Refiro-me aos Padres Mansueto e Gili Trés, Física e Química, e, mencionando também o Padre Heriberto Schmitt, que nos estimulava na “arte de escrever”.

Porém, o foco principal no “Científico” era o acesso às Ciências Exatas, de modo que minha disciplina pessoal me orientava para o trinômio matemática-física-química, e, que eu estaria preparado para enfrentar qualquer Vestibular no território nacional, nas principais universidades brasileiras, nas principais Escolas de Engenharia.

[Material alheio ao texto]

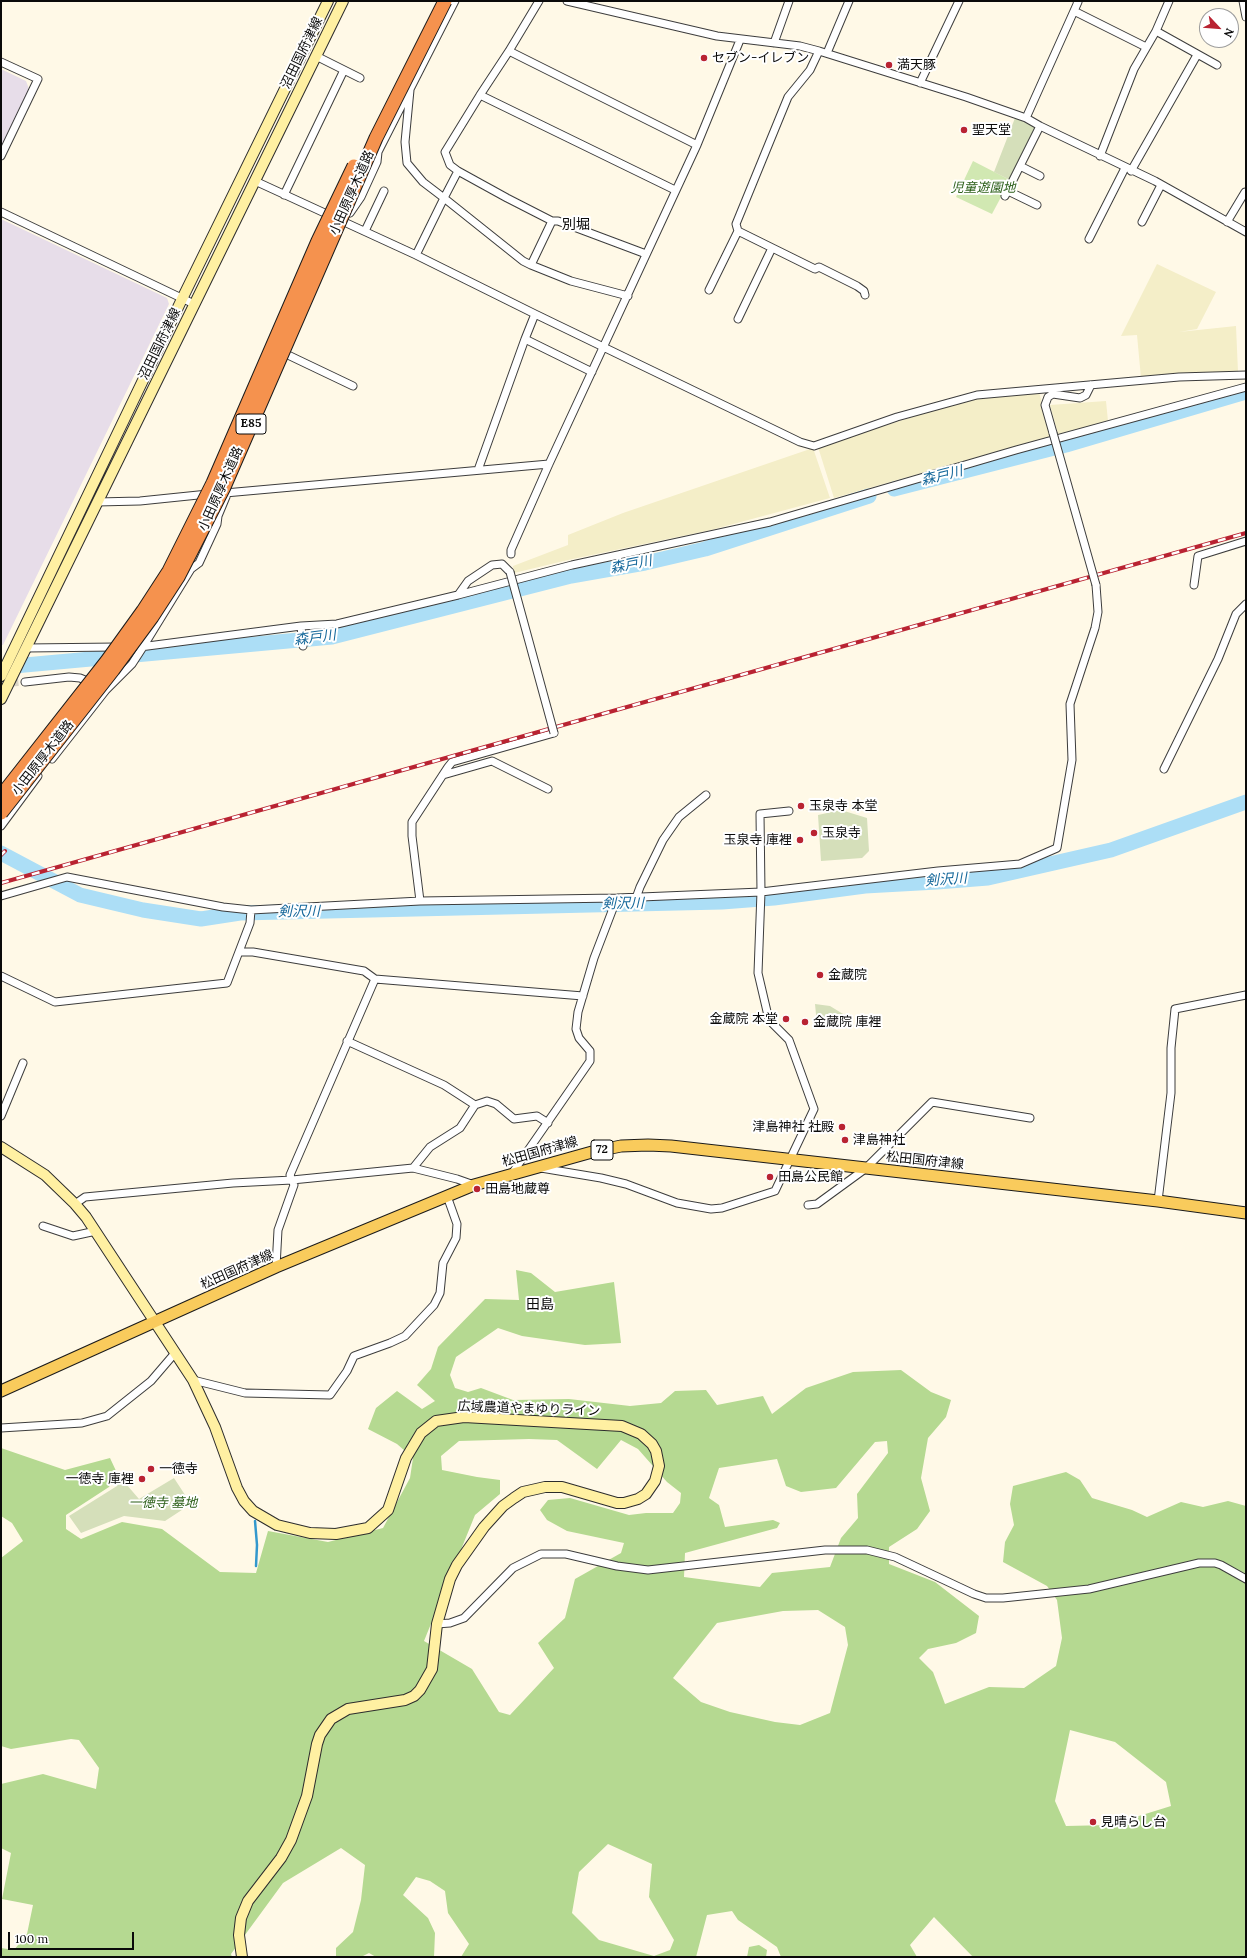 <!DOCTYPE html>
<meta charset="utf-8">
<style>
body{margin:0}
#map{position:relative;width:1247px;height:1958px;overflow:hidden;background:#fff9e7;font-family:Lora,serif}
canvas{display:block}
.frame{position:absolute;inset:0;border:2px solid #0a0a0a;pointer-events:none}
.north{position:absolute;left:1199px;top:8px;width:40px;height:40px;box-sizing:border-box;background:#fff;border:1px solid #9d9d9d;border-radius:50%;rotate:116deg;font-size:11px;font-weight:700;line-height:16px;text-align:center;color:#0a0a0a}
.north::after{content:'';display:block;margin:auto;width:14px;height:18px;background:#b92332;clip-path:polygon(50% 0,100% 100%,50% 72%,0 100%)}
.scale{position:absolute;left:8px;top:1932px;width:126px;height:18px;box-sizing:border-box;border:2px solid #0a0a0a;border-top:0;padding-left:5px;font-size:12px;line-height:14px;white-space:nowrap;color:#0a0a0a;-webkit-text-stroke:3px #fff;paint-order:stroke}
</style>
<div id="map">
<canvas width="1247" height="1958"></canvas>
<div class="frame"></div>
<div class="north">N</div>
<div class="scale">100 m</div>
</div>
<script>
const context = document.querySelector('canvas').getContext('2d');
context.lineJoin = 'round';
function paint(path, color) { context.fillStyle = color; context.fill(path, 'evenodd'); }
const poly = rows => new Path2D(rows.map(r => 'M' + r).join(''));
function stroke(path, color, width, dash) { context.strokeStyle = color; context.lineWidth = width; context.lineCap = dash ? 'butt' : 'round'; context.setLineDash(dash || []); context.stroke(path); }
function drawText(font, color, halo, rows, align = 'center') {
  context.font = font + ' Lora,"Noto Sans JP",serif'; context.lineWidth = 4; context.setLineDash([]); context.textBaseline = 'middle'; context.strokeStyle = halo; context.fillStyle = color; for (const [text, x, y, turn = 0] of rows) {
    context.save(); context.translate(x, y); context.rotate((+turn || 0) * Math.PI / 180); context.textAlign = isNaN(turn) ? turn : align; if (halo) context.strokeText(text, 0, 0); context.fillText(text, 0, 0); context.restore();
  }
}
const industrial = poly([
 [1,69,26,81,29,89,1,148],
 [1,219,167,298,169,304,3,645,1,645]
]);
const farmland = poly([
 [1157,264,1216,292,1197,329,1179,332,1236,326,1238,372,1183,373,1141,378,1137,335,1121,336],
 [1039,392,1051,436,834,498,818,447,972,398],
 [1106,401,1108,421,1058,434,1050,405],
 [813,448,830,498,711,530,568,560,514,573,513,566,568,545,568,535,623,513]
]);
const green = poly([
 [973,161,1010,180,992,214,956,197]
]);
const forest = poly([
 [516,1270,531,1273,555,1292,614,1282,621,1343,585,1345,522,1336,498,1328,456,1357,450,1375,455,1388,468,1392,481,1388,513,1400,569,1399,630,1406,661,1403,675,1391,706,1390,717,1405,763,1396,772,1414,806,1388,853,1372,901,1370,931,1392,951,1400,946,1417,928,1438,921,1478,930,1511,917,1529,889,1547,889,1564,935,1582,979,1616,976,1633,956,1643,928,1649,919,1658,933,1672,945,1704,989,1687,1024,1688,1056,1666,1062,1638,1057,1600,1047,1586,1003,1562,1005,1542,1014,1525,1010,1504,1013,1486,1066,1472,1080,1480,1092,1498,1132,1510,1147,1517,1181,1502,1203,1507,1228,1501,1246,1506,1246,1957,973,1957,934,1917,910,1945,917,1957,781,1957,777,1947,738,1920,732,1911,707,1915,696,1957,461,1957,469,1944,448,1913,445,1891,430,1881,416,1877,403,1895,428,1918,435,1933,434,1957,376,1957,369,1953,361,1957,336,1957,336,1948,353,1932,361,1900,365,1865,341,1848,283,1883,231,1954,232,1957,1,1957,1,1948,14,1950,27,1934,33,1905,2,1899,11,1853,1,1848,1,1784,43,1774,96,1789,99,1768,79,1740,71,1739,11,1749,1,1746,1,1558,23,1541,12,1523,1,1516,1,1448,65,1470,110,1458,117,1473,109,1487,66,1515,66,1529,81,1539,122,1522,162,1529,220,1572,256,1573,268,1531,328,1542,383,1528,410,1478,413,1458,397,1444,368,1429,376,1408,397,1391,422,1409,435,1401,417,1385,431,1369,438,1347,485,1299,519,1300],
 [529,1439,557,1440,597,1469,621,1440,638,1449,667,1482,681,1493,680,1503,673,1513,646,1513,629,1515,570,1498,548,1500,540,1510,547,1520,567,1531,624,1543,621,1553,575,1579,565,1618,538,1643,554,1668,510,1715,499,1712,472,1669,424,1641,475,1515,500,1494,500,1480,477,1477,442,1470,441,1456,459,1441],
 [887,1441,888,1453,857,1494,858,1518,841,1538,830,1567,772,1573,760,1587,684,1577,685,1553,777,1528,780,1523,773,1520,725,1527,719,1505,709,1498,719,1468,777,1459,786,1486,801,1492,836,1488,875,1442],
 [818,1610,845,1627,848,1645,830,1713,800,1725,775,1722,730,1712,701,1702,673,1678,717,1623,783,1611],
 [1070,1730,1115,1742,1166,1782,1171,1806,1110,1825,1066,1826,1055,1801],
 [608,1844,652,1864,649,1897,674,1940,670,1950,654,1956,599,1940,572,1913,579,1872],
 [759,1945,767,1950,766,1957,747,1957,749,1947]
]);
const cemetery = poly([
 [1015,118,1034,126,1035,128,1010,180,994,172],
 [841,810,867,818,869,851,862,858,821,861,818,815],
 [815,1004,830,1006,848,1017,848,1023,817,1025],
 [120,1477,139,1499,174,1478,191,1504,165,1521,124,1516,81,1533,69,1516,117,1486]
]);
const stream = poly([
 [255,1521,257,1545,256,1566]
]);
const river = poly([
 [894,489,1066,445,1246,392],
 [3,667,332,637,571,576,645,563,705,549,869,496],
 [1,853,80,895,143,910,201,919,240,913,722,902,774,898,865,886,937,882,988,878,1111,850,1246,802]
]);
const streetTunnel = poly([
 [1,684,25,682]
]);
const street = poly([
 [567,1,717,36,800,46,819,51,966,97,1026,118,1040,126,1155,181,1246,232],
 [1169,1,1156,31,1217,65],
 [1243,1,1246,17],
 [1074,11,1146,47],
 [774,43,789,1],
 [509,51,697,145],
 [819,51,810,70,788,97,736,224,738,231,815,269,819,267,857,286,864,291,865,295],
 [827,53,849,1],
 [316,56,360,78],
 [1,62,38,79,1,156],
 [920,83,959,1],
 [410,90,405,142,407,163,423,182,444,198,458,171],
 [480,95,509,51,539,1],
 [1026,118,1078,2,1077,1],
 [1100,156,1134,69,1156,31],
 [1020,166,1040,176],
 [1131,171,1197,55],
 [255,181,416,255],
 [1008,191,1037,205],
 [284,195,344,70],
 [1005,196,1040,126],
 [1,212,194,304],
 [350,213,361,197,377,162,378,152,455,1],
 [552,221,531,265,523,261,444,198,416,255,535,314,525,339,592,372],
 [1142,222,1161,185],
 [1227,222,1245,192,1246,192],
 [365,231,384,191],
 [1089,239,1125,168],
 [646,254,558,221,552,221,507,198,458,171,450,165,445,152,480,95,675,190],
 [531,265,571,281,628,296],
 [709,290,738,231],
 [535,314,800,442,814,446,897,417,977,395,1179,377,1246,375],
 [738,319,772,248],
 [288,355,353,386],
 [1053,433,1045,405,1048,397,1053,394,1080,398,1086,395,1091,385],
 [478,470,525,339],
 [225,493,549,464],
 [97,502,140,501,208,494],
 [511,554,511,550,549,464,697,145,740,40],
 [1194,585,1198,556,1246,541],
 [458,595,572,565,770,522,1016,450,1246,387],
 [301,626,303,646],
 [140,647,301,626,337,624,458,595,468,581,492,565,502,564,510,572],
 [26,648,117,647],
 [25,682,69,677,80,678,92,683],
 [52,759,106,690,132,664,143,647,191,569,199,563,217,524,218,516,228,492],
 [1164,769,1218,659,1236,614,1246,604],
 [443,775,492,761,548,789],
 [1,826,38,776],
 [1,896,67,877,223,907,251,910,420,901,617,898,761,892,938,871,1020,864,1057,848,1072,760,1070,704,1095,628,1098,612,1096,585],
 [636,898,640,887,663,840,679,817,706,795],
 [420,901,412,836,412,822,448,767,452,762,554,733],
 [240,952,253,952,364,971,375,979,583,996],
 [1,976,55,1002,227,983,250,923,251,910],
 [347,1041,444,1085,475,1105,487,1101,496,1104,514,1119,537,1116,548,1123],
 [1,1116,23,1063],
 [413,1168,430,1147,460,1128,475,1105],
 [541,1168,601,1178,626,1184,677,1203,711,1209,722,1208,775,1191,814,1109,789,1040,769,1020,758,973,761,892,760,814,789,811],
 [511,1175,590,1061,590,1051,579,1038,576,1029,578,1012,594,958,617,898],
 [1158,1201,1171,1093,1171,1048,1175,1009,1246,995],
 [75,1204,85,1197,233,1183,292,1180,413,1168,457,1179,474,1185],
 [808,1205,817,1204,865,1169,932,1102,1030,1118],
 [43,1226,73,1236,96,1231],
 [276,1267,278,1230,294,1185,290,1175,375,979],
 [193,1380,245,1393,330,1395,347,1371,354,1356,390,1343,405,1336,434,1305,440,1293,443,1263,456,1238,457,1224,447,1196],
 [1,1428,82,1423,107,1416,151,1381,175,1353],
 [437,1624,450,1623,464,1618,513,1568,541,1554,566,1554,617,1566,648,1570,825,1550,867,1550,895,1557,974,1594,986,1598,1003,1598,1089,1589,1199,1563,1215,1563,1221,1565,1246,1579]
]);
const secondary = poly([
 [1,676,182,299,328,1],
 [1,699,343,1],
 [1,1147,45,1175,75,1204,86,1217,193,1380,215,1427,237,1488,244,1501,253,1511,277,1525,310,1533,336,1534,368,1528,388,1510,406,1458,421,1433,436,1421,464,1417,622,1426,641,1434,652,1444,656,1451,659,1466,655,1481,646,1494,638,1499,624,1503,617,1503,562,1487,545,1487,523,1492,514,1498,503,1506,484,1527,457,1565,450,1579,437,1624,432,1669,420,1690,414,1696,405,1700,348,1709,331,1719,320,1735,317,1744,307,1796,291,1840,281,1858,248,1901,241,1918,239,1935,242,1957]
]);
const primary = poly([
 [1,1391,276,1267,474,1185,592,1152,621,1146,648,1145,671,1146,1158,1201,1246,1213]
]);
const rail = poly([
 [1,855,5,851],
 [1,883,1246,533]
]);
const streetBridge = poly([
 [1053,433,1096,585],
 [510,572,554,733]
]);
const highwayBridge = poly([
 [1,796,107,661,143,611,169,571,213,483,318,241,354,166],
 [1,813,113,670,152,617,178,577,224,487,376,138,445,1]
]);
const markers = [
 [704,58,4,"#b92332"],
 [889,65,4,"#b92332"],
 [964,130,4,"#b92332"],
 [801,806,4,"#b92332"],
 [814,833,4,"#b92332"],
 [800,840,4,"#b92332"],
 [820,975,4,"#b92332"],
 [786,1019,4,"#b92332"],
 [805,1022,4,"#b92332"],
 [842,1127,4,"#b92332"],
 [845,1140,4,"#b92332"],
 [770,1177,4,"#b92332"],
 [477,1189,4,"#b92332"],
 [151,1469,4,"#b92332"],
 [142,1479,4,"#b92332"],
 [1093,1822,4,"#b92332"]
];
const shields = [
 [251,424,30],
 [602,1150,22]
];
const shieldNames = [
 ["E85",251,424],
 ["72",602,1150]
];
const streetNames = [
 ["沼田国府津線",302,53,-64],
 ["小田原厚木道路",352,193,-66],
 ["沼田国府津線",160,344,-64],
 ["小田原厚木道路",221,489,-66],
 ["小田原厚木道路",43,758,-52],
 ["松田国府津線",540,1152,-16],
 ["松田国府津線",925,1161,6],
 ["松田国府津線",237,1270,-24],
 ["広域農道やまゆりライン",529,1409,2]
];
const poiNames = [
 ["セブン-イレブン",712,58],
 ["満天豚",897,65],
 ["聖天堂",972,130],
 ["玉泉寺 本堂",809,806],
 ["玉泉寺",822,833],
 ["玉泉寺 庫裡",792,840,"right"],
 ["金蔵院",828,975],
 ["金蔵院 本堂",778,1019,"right"],
 ["金蔵院 庫裡",813,1022],
 ["津島神社 社殿",834,1127,"right"],
 ["津島神社",853,1140],
 ["田島公民館",778,1177],
 ["田島地蔵尊",485,1189],
 ["一徳寺",159,1469],
 ["一徳寺 庫裡",134,1479,"right"],
 ["見晴らし台",1101,1822]
];
const parkNames = [
 ["児童遊園地",983,188],
 ["一徳寺 墓地",163,1503]
];
const neighbourhoodNames = [
 ["別堀",576,225],
 ["田島",540,1305]
];
const waterNames = [
 ["森戸川",942,476,-14],
 ["森戸川",631,565,-11],
 ["森戸川",315,638,-7],
 ["剣沢川",946,880,-4],
 ["剣沢川",623,904,-1],
 ["剣沢川",299,912,-1]
];
paint(industrial, '#e7dde9');
paint(farmland, '#f4eec8');
paint(green, '#d1e8b2');
paint(forest, '#b5d991');
paint(cemetery, '#d5dfba');
stroke(stream, '#3398cd', 2.5);
stroke(river, '#acdef6', 15);
stroke(streetTunnel, '#dad5c6', 7, [7, 3.5]);
stroke(street, '#3d3d3d', 9);
stroke(secondary, '#2c2c2c', 12);
stroke(primary, '#1b1b1b', 13);
stroke(street, '#fff', 7);
stroke(secondary, '#fff0a2', 10);
stroke(primary, '#f9cb5c', 11);
stroke(rail, '#b92332', 4);
stroke(rail, '#fff', 2.5, [8]);
stroke(streetBridge, '#3d3d3d', 9, []);
stroke(highwayBridge, '#1b1b1b', 15, []);
stroke(streetBridge, '#fff', 7);
stroke(highwayBridge, '#f5924e', 13);
for (const [x, y, r, color] of markers) { const dot = new Path2D(); dot.arc(x, y, r, 0, 2 * Math.PI); context.fillStyle = color; context.fill(dot); stroke(dot, '#fff', 1.5); }
for (const [x, y, w] of shields) { const box = new Path2D(); box.roundRect(x - w / 2, y - 10, w, 20, 3); context.fillStyle = '#fff'; context.fill(box); stroke(box, '#0a0a0a', 1); }
drawText('bold 12px', '#0a0a0a', null, shieldNames);
drawText('13px', '#0a0a0a', '#fff', streetNames);
drawText('13px', '#0a0a0a', '#fff', poiNames, 'left');
drawText('italic 13px', '#2d601b', '#fff', parkNames);
drawText('14px', '#0a0a0a', '#fff', neighbourhoodNames);
drawText('italic 14px', '#14679a', '#fff', waterNames);
</script>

Não se trata de arrogância, de excesso de autoconfiança, e sim uma simples constatação, na minha capacidade de “resolver problemas ou questões”.

Não apenas eu, muitos alunos daquela safra do Colégio Salesiano foram bem sucedidos nas mais diversas frentes, nos mais variados locais do país, nas mais conceituadas universidades. Eu, particularmente, antes de completar os meus 18 anos tinha sido aprovado para a Escola de Engenharia da Universidade Federal do Rio de Janeiro, a antiga “Nacional”, enfrentando uma concorrida prova ainda no Maracanã.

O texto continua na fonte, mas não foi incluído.